** Information given **
-- -- --

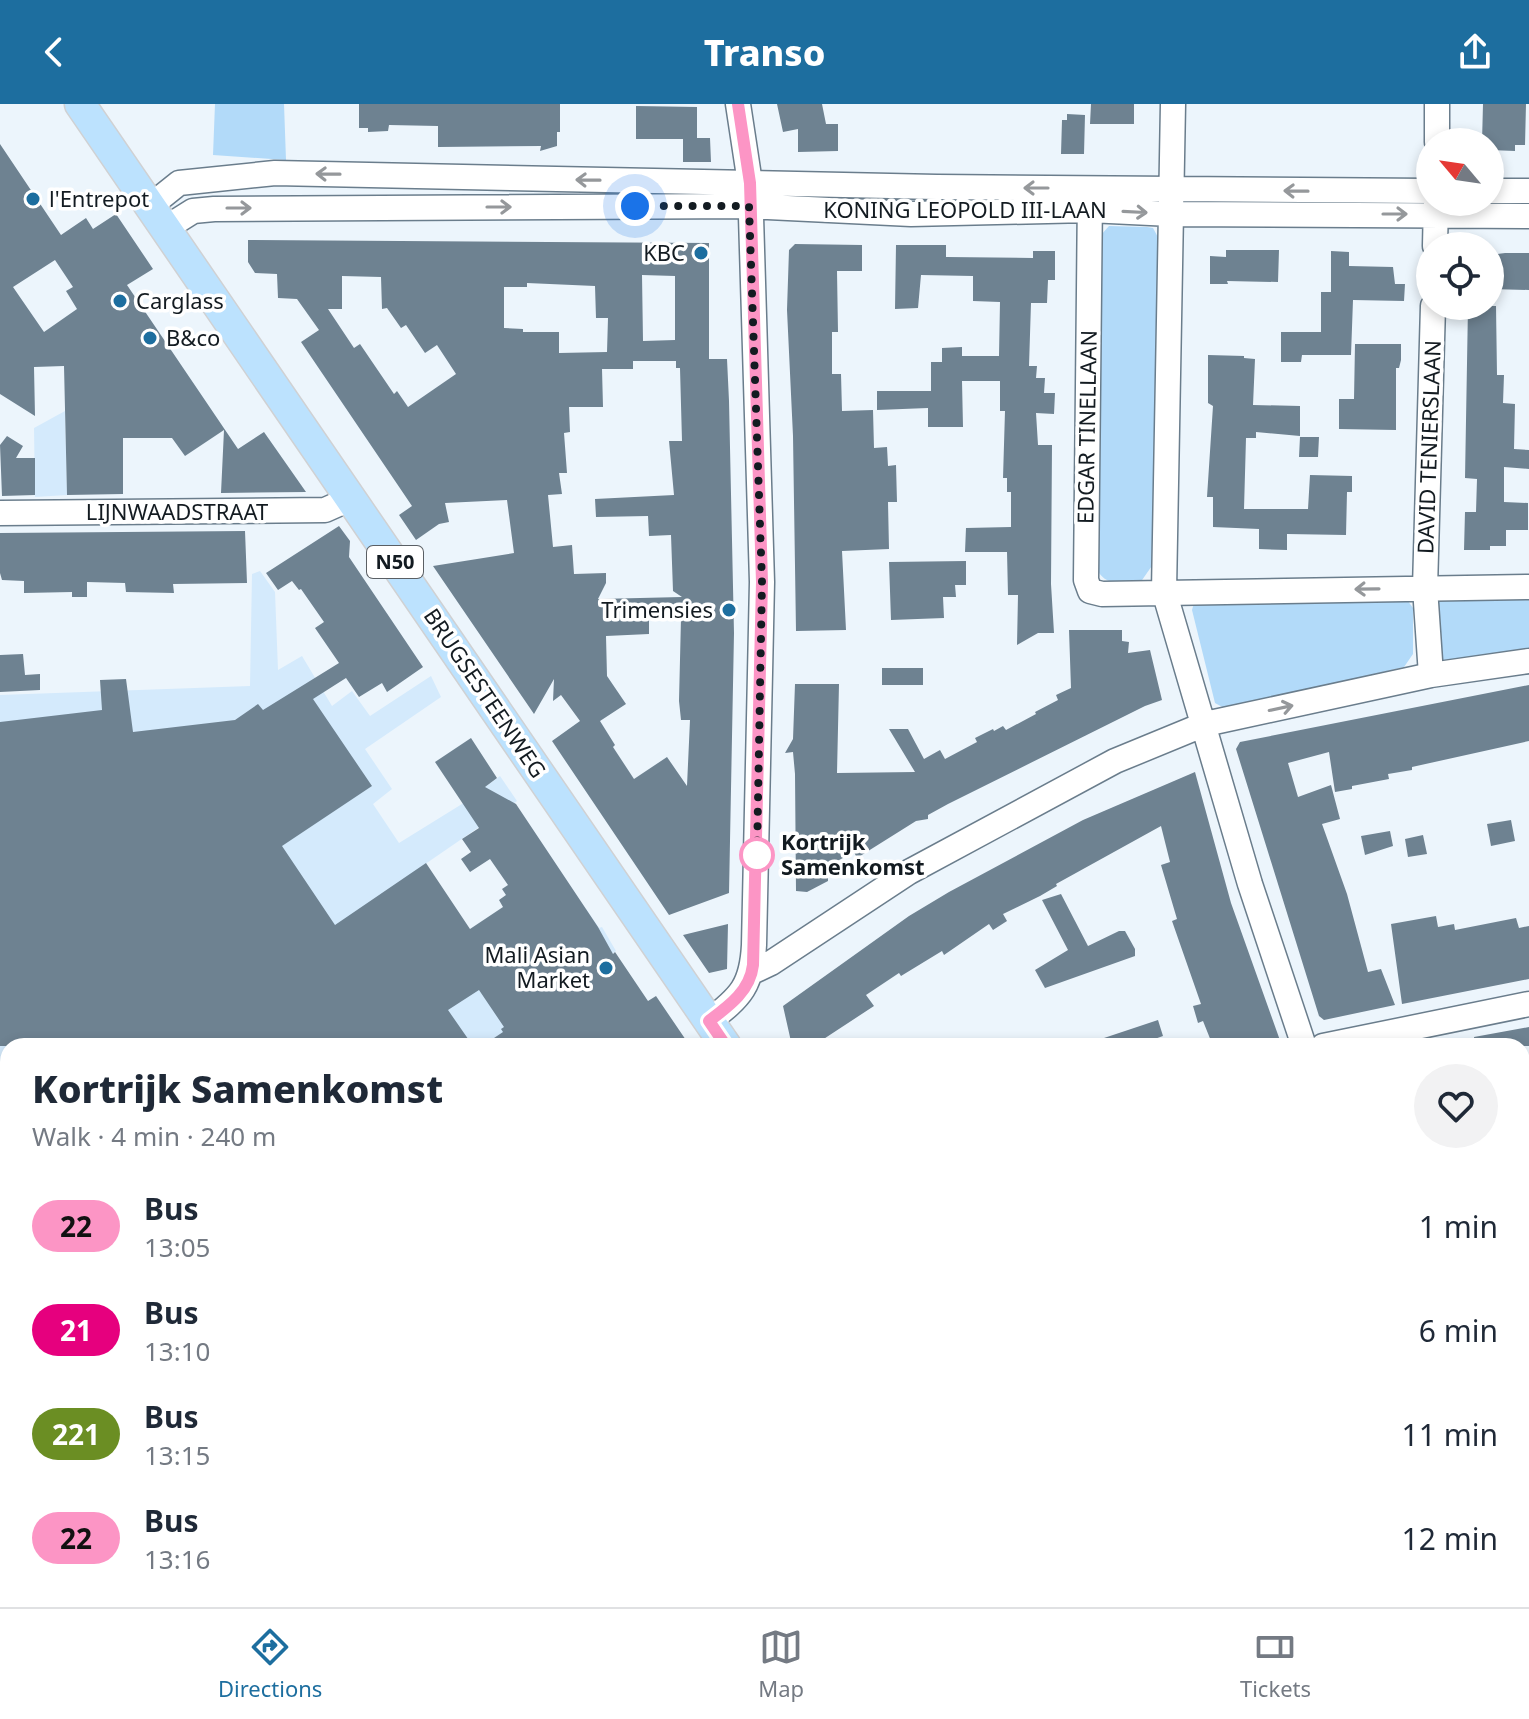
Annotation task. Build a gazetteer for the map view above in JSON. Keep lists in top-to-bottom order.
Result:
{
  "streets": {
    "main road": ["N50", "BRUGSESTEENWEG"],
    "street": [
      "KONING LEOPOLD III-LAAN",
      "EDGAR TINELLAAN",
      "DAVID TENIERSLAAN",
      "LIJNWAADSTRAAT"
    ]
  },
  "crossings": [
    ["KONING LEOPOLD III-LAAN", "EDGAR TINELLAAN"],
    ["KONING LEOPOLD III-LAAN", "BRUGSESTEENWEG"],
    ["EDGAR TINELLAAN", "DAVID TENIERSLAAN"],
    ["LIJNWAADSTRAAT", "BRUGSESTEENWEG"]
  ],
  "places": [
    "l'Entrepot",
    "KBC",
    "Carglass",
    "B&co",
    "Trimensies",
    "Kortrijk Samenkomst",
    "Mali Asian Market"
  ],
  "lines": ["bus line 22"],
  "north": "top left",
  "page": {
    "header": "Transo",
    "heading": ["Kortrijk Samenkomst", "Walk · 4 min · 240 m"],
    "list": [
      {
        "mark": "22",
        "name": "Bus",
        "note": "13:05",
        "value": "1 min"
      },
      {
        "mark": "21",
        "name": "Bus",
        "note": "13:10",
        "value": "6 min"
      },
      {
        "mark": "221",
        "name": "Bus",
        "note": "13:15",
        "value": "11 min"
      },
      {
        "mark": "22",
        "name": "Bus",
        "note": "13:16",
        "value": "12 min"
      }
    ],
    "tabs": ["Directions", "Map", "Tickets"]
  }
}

-- -- --

The entries are to be written out again exactly, though without any images.

** Written solution **
Annotation task. Build a gazetteer for the map view above in JSON. Keep lists in top-to-bottom order.
Result:
{
  "streets": {
    "main road": ["N50", "BRUGSESTEENWEG"],
    "street": [
      "KONING LEOPOLD III-LAAN",
      "EDGAR TINELLAAN",
      "DAVID TENIERSLAAN",
      "LIJNWAADSTRAAT"
    ]
  },
  "crossings": [
    ["KONING LEOPOLD III-LAAN", "EDGAR TINELLAAN"],
    ["KONING LEOPOLD III-LAAN", "BRUGSESTEENWEG"],
    ["EDGAR TINELLAAN", "DAVID TENIERSLAAN"],
    ["LIJNWAADSTRAAT", "BRUGSESTEENWEG"]
  ],
  "places": [
    "l'Entrepot",
    "KBC",
    "Carglass",
    "B&co",
    "Trimensies",
    "Kortrijk Samenkomst",
    "Mali Asian Market"
  ],
  "lines": ["bus line 22"],
  "north": "top left",
  "page": {
    "header": "Transo",
    "heading": ["Kortrijk Samenkomst", "Walk · 4 min · 240 m"],
    "list": [
      {
        "mark": "22",
        "name": "Bus",
        "note": "13:05",
        "value": "1 min"
      },
      {
        "mark": "21",
        "name": "Bus",
        "note": "13:10",
        "value": "6 min"
      },
      {
        "mark": "221",
        "name": "Bus",
        "note": "13:15",
        "value": "11 min"
      },
      {
        "mark": "22",
        "name": "Bus",
        "note": "13:16",
        "value": "12 min"
      }
    ],
    "tabs": ["Directions", "Map", "Tickets"]
  }
}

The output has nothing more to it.